ADMITIR PERDAS
Pe. Lício de Araújo Vale – Diocese São Miguel Paulista (SP)
A aceitação é uma das fases do processo de luto. A aceitação de uma perda ocorre a partir do cerne da pessoa, o seu coração. Aceitar é aderir com o coração. Quem aceita concorda com os fatos. E quando sua dimensão mais profunda concorda com uma perda, ao invés de você ficar guerreando contra ela, se empenha em contornar seus efeitos, ou seja, você assume o compromisso de fazer o que estiver ao seu alcance para usufruir de bem-estar. E nisso reside a diferença entre aceitar e se conformar ou se resignar, porque a aceitação é um processo dinâmico, produtivo e criativo. Quem pensar que aceitar significa sentar e cruzar os braços, se enganou.

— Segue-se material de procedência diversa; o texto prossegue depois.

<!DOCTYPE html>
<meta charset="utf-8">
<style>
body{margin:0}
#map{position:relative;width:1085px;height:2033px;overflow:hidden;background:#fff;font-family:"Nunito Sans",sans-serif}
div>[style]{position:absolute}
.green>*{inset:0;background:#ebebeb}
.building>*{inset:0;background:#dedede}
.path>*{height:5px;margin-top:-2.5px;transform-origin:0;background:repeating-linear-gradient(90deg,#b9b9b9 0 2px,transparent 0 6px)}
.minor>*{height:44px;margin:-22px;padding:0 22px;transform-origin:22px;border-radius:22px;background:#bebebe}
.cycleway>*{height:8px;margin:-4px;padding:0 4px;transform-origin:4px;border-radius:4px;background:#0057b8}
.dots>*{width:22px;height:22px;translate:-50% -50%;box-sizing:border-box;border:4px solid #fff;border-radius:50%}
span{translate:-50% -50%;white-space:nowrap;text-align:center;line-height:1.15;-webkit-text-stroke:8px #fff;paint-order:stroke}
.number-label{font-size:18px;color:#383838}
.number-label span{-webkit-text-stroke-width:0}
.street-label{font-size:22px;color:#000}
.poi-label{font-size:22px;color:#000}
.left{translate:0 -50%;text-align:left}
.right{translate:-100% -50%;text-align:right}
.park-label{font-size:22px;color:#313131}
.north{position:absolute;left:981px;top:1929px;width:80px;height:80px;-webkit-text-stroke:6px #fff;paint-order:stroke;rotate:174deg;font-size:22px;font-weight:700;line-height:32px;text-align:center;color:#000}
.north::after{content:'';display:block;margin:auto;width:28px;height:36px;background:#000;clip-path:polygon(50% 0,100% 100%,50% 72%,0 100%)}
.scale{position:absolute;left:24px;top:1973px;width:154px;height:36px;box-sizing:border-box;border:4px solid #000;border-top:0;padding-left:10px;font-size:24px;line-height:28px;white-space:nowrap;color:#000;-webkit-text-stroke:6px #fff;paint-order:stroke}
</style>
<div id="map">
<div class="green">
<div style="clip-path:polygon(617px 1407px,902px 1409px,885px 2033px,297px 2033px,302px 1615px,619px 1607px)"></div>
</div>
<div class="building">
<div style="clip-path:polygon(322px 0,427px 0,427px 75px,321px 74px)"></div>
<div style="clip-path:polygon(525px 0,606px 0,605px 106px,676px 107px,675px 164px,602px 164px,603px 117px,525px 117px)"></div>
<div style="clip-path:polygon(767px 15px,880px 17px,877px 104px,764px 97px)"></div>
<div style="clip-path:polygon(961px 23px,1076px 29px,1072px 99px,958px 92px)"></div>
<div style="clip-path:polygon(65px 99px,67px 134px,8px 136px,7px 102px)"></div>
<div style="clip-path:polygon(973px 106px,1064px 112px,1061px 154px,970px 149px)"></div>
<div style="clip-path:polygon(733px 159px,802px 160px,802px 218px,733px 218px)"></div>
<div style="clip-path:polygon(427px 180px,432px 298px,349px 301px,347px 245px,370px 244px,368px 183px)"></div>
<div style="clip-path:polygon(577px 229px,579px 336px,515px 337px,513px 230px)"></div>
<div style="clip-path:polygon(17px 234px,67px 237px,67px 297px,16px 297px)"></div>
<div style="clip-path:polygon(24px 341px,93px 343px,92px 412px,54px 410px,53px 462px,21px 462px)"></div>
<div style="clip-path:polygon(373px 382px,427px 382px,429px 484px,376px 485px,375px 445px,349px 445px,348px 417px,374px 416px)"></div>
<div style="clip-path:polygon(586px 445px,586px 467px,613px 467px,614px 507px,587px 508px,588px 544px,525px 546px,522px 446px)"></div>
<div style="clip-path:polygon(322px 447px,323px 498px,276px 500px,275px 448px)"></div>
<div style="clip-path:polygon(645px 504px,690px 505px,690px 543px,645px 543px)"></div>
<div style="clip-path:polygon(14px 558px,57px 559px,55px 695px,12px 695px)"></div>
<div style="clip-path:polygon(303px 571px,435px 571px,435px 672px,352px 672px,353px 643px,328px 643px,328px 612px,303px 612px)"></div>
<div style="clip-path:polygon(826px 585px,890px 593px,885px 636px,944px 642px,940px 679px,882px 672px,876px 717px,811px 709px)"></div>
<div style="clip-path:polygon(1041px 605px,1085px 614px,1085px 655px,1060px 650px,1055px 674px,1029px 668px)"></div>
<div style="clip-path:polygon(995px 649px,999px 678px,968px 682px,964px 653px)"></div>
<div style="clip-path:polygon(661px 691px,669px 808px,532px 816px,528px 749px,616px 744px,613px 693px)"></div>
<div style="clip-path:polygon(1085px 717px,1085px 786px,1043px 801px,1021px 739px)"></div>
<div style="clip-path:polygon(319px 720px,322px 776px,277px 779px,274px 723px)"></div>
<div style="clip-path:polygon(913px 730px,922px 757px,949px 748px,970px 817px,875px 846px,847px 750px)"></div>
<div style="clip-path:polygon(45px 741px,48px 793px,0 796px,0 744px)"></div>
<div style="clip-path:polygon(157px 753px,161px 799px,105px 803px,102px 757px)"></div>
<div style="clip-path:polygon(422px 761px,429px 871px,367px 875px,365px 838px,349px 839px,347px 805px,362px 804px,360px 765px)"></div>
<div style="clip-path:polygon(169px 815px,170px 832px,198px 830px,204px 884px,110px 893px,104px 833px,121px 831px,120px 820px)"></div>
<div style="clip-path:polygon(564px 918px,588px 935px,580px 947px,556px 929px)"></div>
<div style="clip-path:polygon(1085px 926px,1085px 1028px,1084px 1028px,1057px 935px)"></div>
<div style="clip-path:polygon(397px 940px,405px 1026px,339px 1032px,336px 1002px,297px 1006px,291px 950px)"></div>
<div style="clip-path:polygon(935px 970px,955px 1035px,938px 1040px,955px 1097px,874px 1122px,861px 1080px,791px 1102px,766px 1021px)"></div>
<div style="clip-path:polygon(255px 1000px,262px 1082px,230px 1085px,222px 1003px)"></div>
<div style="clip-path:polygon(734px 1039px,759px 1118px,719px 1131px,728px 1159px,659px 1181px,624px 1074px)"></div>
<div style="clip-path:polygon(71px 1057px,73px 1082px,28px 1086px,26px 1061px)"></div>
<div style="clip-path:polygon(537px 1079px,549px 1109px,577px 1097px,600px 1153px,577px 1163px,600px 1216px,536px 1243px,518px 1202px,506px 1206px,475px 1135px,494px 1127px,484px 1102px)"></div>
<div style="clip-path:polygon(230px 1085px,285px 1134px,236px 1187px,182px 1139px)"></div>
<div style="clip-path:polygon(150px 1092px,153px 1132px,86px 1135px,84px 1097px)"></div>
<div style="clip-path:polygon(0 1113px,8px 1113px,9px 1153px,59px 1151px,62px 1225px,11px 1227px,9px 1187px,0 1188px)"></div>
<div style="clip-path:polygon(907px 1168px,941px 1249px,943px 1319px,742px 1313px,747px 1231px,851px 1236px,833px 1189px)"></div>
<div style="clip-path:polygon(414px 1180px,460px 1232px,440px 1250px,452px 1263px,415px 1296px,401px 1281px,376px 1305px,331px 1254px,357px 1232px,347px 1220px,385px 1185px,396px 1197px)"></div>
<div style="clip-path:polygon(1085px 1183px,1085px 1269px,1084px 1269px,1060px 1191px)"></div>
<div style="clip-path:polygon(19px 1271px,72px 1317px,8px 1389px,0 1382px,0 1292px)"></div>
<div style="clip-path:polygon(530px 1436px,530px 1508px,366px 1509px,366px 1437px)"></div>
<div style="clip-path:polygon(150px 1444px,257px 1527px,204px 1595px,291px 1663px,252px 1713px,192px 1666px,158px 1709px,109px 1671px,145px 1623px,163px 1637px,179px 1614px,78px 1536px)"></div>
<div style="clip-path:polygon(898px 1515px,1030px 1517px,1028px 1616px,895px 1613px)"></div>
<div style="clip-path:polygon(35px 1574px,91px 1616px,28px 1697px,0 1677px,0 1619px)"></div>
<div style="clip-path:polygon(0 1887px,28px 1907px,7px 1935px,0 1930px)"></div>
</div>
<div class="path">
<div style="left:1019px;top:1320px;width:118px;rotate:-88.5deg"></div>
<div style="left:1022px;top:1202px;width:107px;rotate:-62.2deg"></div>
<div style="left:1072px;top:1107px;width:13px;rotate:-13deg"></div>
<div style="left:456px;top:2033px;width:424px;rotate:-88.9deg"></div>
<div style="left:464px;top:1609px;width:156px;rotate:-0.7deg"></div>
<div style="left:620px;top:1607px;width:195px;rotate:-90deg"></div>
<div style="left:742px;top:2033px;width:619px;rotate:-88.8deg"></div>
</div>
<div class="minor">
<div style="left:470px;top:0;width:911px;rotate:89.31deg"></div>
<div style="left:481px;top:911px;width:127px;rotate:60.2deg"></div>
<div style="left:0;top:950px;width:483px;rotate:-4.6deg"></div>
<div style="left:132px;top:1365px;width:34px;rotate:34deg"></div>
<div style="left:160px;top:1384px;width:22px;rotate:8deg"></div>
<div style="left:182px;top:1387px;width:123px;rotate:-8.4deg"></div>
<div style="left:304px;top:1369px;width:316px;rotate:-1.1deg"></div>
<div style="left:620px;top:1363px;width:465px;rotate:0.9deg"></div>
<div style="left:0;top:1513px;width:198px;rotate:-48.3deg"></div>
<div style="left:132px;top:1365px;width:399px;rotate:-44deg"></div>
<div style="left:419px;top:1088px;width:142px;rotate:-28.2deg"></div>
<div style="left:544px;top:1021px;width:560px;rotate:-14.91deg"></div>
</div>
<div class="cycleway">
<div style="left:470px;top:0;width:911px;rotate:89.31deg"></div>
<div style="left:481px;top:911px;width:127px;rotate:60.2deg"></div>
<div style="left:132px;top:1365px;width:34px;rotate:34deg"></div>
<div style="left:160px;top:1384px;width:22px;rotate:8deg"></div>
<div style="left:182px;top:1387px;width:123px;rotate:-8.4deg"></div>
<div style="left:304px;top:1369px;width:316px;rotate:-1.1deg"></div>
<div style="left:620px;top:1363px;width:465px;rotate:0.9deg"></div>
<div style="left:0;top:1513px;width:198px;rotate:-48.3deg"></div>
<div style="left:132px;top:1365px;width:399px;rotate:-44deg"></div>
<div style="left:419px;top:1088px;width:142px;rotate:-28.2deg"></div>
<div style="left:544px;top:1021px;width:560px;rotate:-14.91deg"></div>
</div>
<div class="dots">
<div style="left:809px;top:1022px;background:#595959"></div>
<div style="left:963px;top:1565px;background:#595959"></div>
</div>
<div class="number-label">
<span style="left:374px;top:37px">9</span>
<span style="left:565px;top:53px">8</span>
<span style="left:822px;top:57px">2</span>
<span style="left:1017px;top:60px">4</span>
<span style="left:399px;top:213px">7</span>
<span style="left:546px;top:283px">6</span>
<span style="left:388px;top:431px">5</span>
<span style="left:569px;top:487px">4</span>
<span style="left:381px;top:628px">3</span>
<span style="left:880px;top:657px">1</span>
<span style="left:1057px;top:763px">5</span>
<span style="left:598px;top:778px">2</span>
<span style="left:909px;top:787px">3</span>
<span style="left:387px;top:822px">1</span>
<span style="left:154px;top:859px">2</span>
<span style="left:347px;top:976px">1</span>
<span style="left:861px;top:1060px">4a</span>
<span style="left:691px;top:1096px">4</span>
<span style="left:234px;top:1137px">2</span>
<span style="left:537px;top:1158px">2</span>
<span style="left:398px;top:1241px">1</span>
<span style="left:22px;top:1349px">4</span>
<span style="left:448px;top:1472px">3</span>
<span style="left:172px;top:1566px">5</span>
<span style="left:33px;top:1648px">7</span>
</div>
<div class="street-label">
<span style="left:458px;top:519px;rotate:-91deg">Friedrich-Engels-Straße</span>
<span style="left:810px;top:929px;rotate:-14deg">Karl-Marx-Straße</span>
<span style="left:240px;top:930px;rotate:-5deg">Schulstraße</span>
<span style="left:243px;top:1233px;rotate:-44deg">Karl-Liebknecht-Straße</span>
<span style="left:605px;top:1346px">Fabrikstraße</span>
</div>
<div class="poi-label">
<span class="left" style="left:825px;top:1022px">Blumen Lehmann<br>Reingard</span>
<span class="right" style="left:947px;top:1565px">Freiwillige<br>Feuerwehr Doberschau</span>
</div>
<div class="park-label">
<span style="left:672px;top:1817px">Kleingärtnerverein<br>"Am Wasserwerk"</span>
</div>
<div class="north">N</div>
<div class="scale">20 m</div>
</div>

A aceitação é praticamente uma espécie de perdão e, como tal, ela não implica em esquecer. Certa vez, pregando um retiro sobre as quatro modalidades de perdão, uma mulher me pediu que eu lhe ensinasse a esquecer acontecimentos do seu passado. Para ela, o perdão genuíno significava não se lembrar mais do ocorrido…. Você também pensa assim¿ Perdão e aceitação não são sinônimos de esquecimento. Aceitar não é esquecer as coisas. O ideal é que todos os acontecimentos importantes, sejam eles agradáveis ou não, continuem registrados em nossa memória, mas sem que isso lhe cause sofrimento psíquico.
A aceitação é como a cicatriz de uma ferida que não dói mais. Você deve ter tido feridas, cirurgias com pontos ou alguma fratura. Neste momento você consegue encostar a mão no local e não sente dor. Aceitar é poder tocar naquela situação de perda sem resquícios de dor e de sofrimento.
Quando você concorda-admite-assume-aceita, a dor é menor, você sofre menos. E o bom é que, ao aceitar, quando menos se der conta, você vai perceber que a dor, ao invés de diminuir, cessa. Afinal, você trabalhou a partir de dentro de sua alma, você concordou, ou seja, envolveu seu coração. Quando você aceita, admite ou concorda com a perda, você para de querer ficar consertando ou ficar escondendo. E para também de ficar mentindo a respeito, visto que a mentira é uma tentativa de mudar os fatos não admitidos.
Além de trazer benefícios para si, a aceitação também traz benefícios para quem está no seu entorno. Você para de encher a paciência dos outros com assuntos maçantes do passado. Quem olhar de fora, vai entender que você superou. Seu repertório de assuntos vai dar uma renovada. Aquele discurso vitimista, de derrota, de iludido, de injustiçado vai dar espaço ao discurso de quem continuidade à vida, apesar das perdas.
Por fim, ao refletir sobre perdas, não podemos deixar de pontuar duas importantes coisas: traços de personalidade e liberdade de escolha.
Um padrão nas pessoas com dificuldade para dar o passo da aceitação é a sua tendência a ser inflexíveis. A coisa tem que ser daquele jeito que ela quer, deseja, ou pensa, ou nada feito. Em sua mente, ela tem que ser feliz com aquela pessoa e como mais ninguém neste mundo, com aquele emprego, naquela casa etc… Essa inflexibilidade psicológica destrói a pessoa deixando-a vulnerável a adoecimentos. Ela pode acabar sendo vítima de sua dificuldade em admitir a derrota, as perdas, sua incapacidade de lidar com frustrações e ser contrariada.
E como perda tem a ver com término, você tem todo o direito de bater o pé dizer que não vai aceitar que perdeu ou que terminou e pronto. Você é livre para assim escolher. Você pode optar por perder seu tempo… Enquanto poderia investir em novas conquistas, em novas batalhas, você pode ficar insistindo em perdas já declaradas e em términos já efetivados. Mas, se tais perdas e tais términos não devidamente elaborados te levarem a uma depressão ou comportamento suicida, isso seria um preço justo a ser pago¿ Seria algo válido¿ Ou seria um tipo de escolha mórbida¿
Deixo essas perguntas para que possamos refletir sobre a importância de admitirmos as perdas que acontecem ao longo da nossa vida.
Que ao contemplar o Coração de Maria, sobretudo neste mês de Maio a ela dedicado, nosso coração também se renove, se alegre, ressignifique nossas perdas, deixe-se contagiar pelo amor de Deus!